- **Work to be completed**
Pictures are to be omitted, and every entry below is to be restated exactly.

- **Available data**
+--
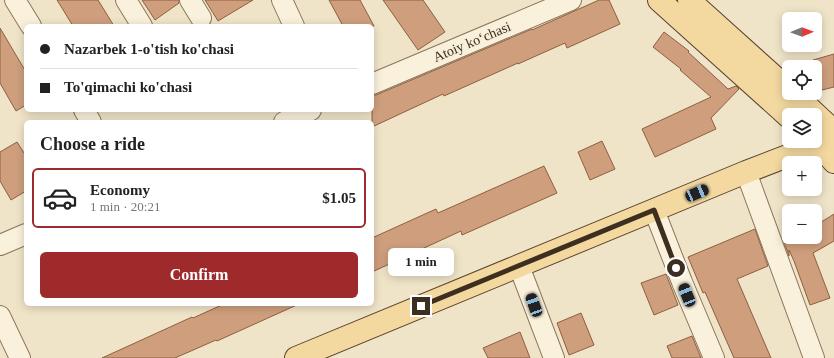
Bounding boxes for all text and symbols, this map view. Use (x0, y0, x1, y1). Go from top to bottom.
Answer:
north arrow (782, 12, 822, 52)
map controls (782, 12, 822, 244)
street label: Atoiy koʻchasi (431, 19, 513, 65)
text: Nazarbek 1-o'tish ko'chasi (64, 41, 234, 57)
button: locate (782, 60, 822, 100)
text: To'qimachi ko'chasi (64, 79, 192, 95)
button: layers (782, 108, 822, 148)
text: Choose a ride (40, 134, 145, 154)
button: + (782, 156, 822, 196)
icon: car (42, 180, 78, 216)
text: Economy (90, 182, 150, 198)
car (684, 183, 710, 203)
text: $1.05 (322, 190, 356, 206)
text: 1 min · 20:21 (90, 199, 160, 214)
button: − (782, 204, 822, 244)
callout: 1 min (388, 248, 454, 276)
button: Confirm (40, 252, 358, 298)
text: 1 min (405, 254, 437, 269)
route start (667, 259, 685, 277)
car (677, 282, 697, 308)
car (524, 292, 544, 318)
route end (412, 297, 430, 315)

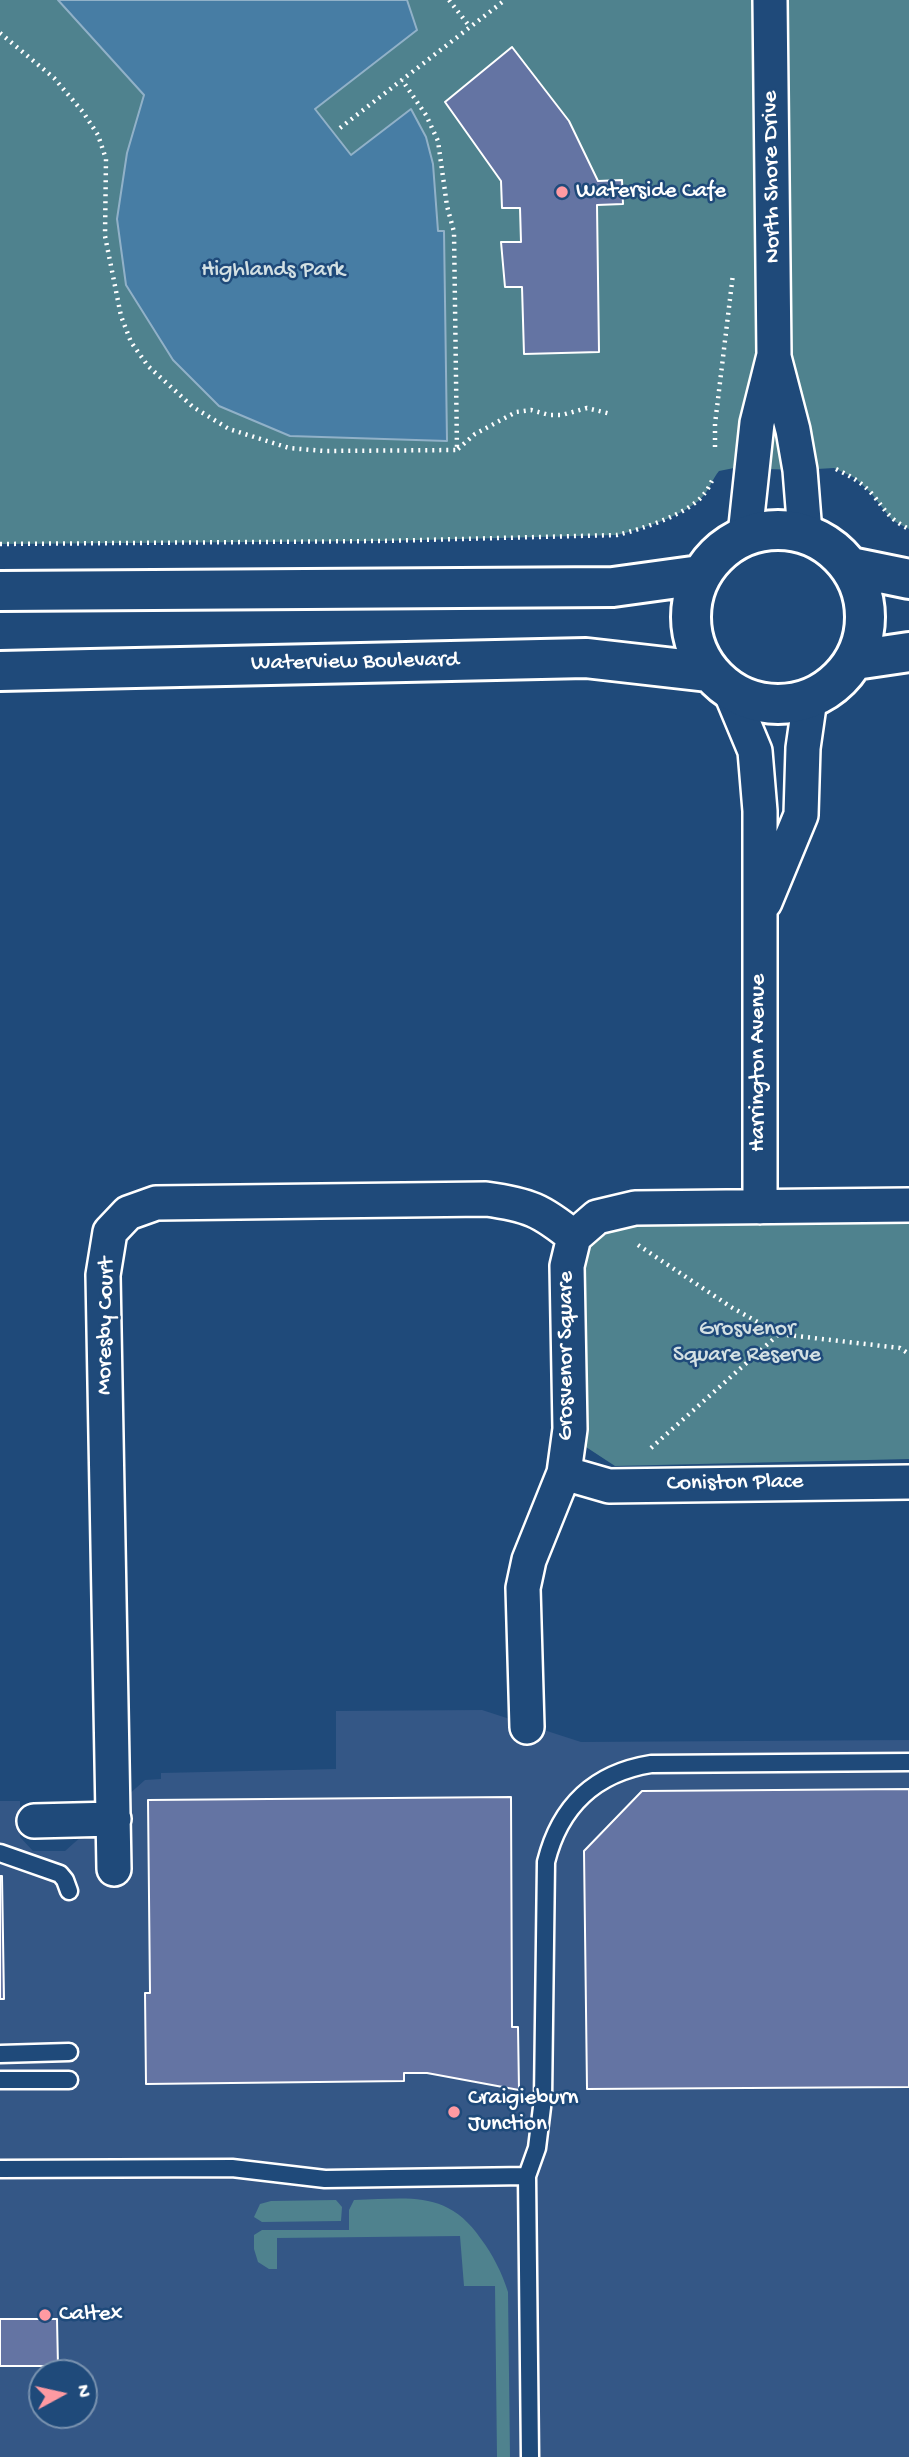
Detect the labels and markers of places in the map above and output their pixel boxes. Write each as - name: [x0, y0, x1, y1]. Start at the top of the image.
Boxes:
+--
- **Solution for this problem**
Bounding boxes for all text and symbols, this map view. Use (x0, y0, x1, y1). Go from top to bottom.
Answer:
north arrow (782, 12, 822, 52)
map controls (782, 12, 822, 244)
street label: Atoiy koʻchasi (431, 19, 513, 65)
text: Nazarbek 1-o'tish ko'chasi (64, 41, 234, 57)
button: locate (782, 60, 822, 100)
text: To'qimachi ko'chasi (64, 79, 192, 95)
button: layers (782, 108, 822, 148)
text: Choose a ride (40, 134, 145, 154)
button: + (782, 156, 822, 196)
icon: car (42, 180, 78, 216)
text: Economy (90, 182, 150, 198)
car (684, 183, 710, 203)
text: $1.05 (322, 190, 356, 206)
text: 1 min · 20:21 (90, 199, 160, 214)
button: − (782, 204, 822, 244)
callout: 1 min (388, 248, 454, 276)
button: Confirm (40, 252, 358, 298)
text: 1 min (405, 254, 437, 269)
route start (667, 259, 685, 277)
car (677, 282, 697, 308)
car (524, 292, 544, 318)
route end (412, 297, 430, 315)

Detect the labels and markers of places in the map above and output their pixel boxes. Write each as - name: [x0, y0, x1, y1]. Start at the top of the image.
Boxes:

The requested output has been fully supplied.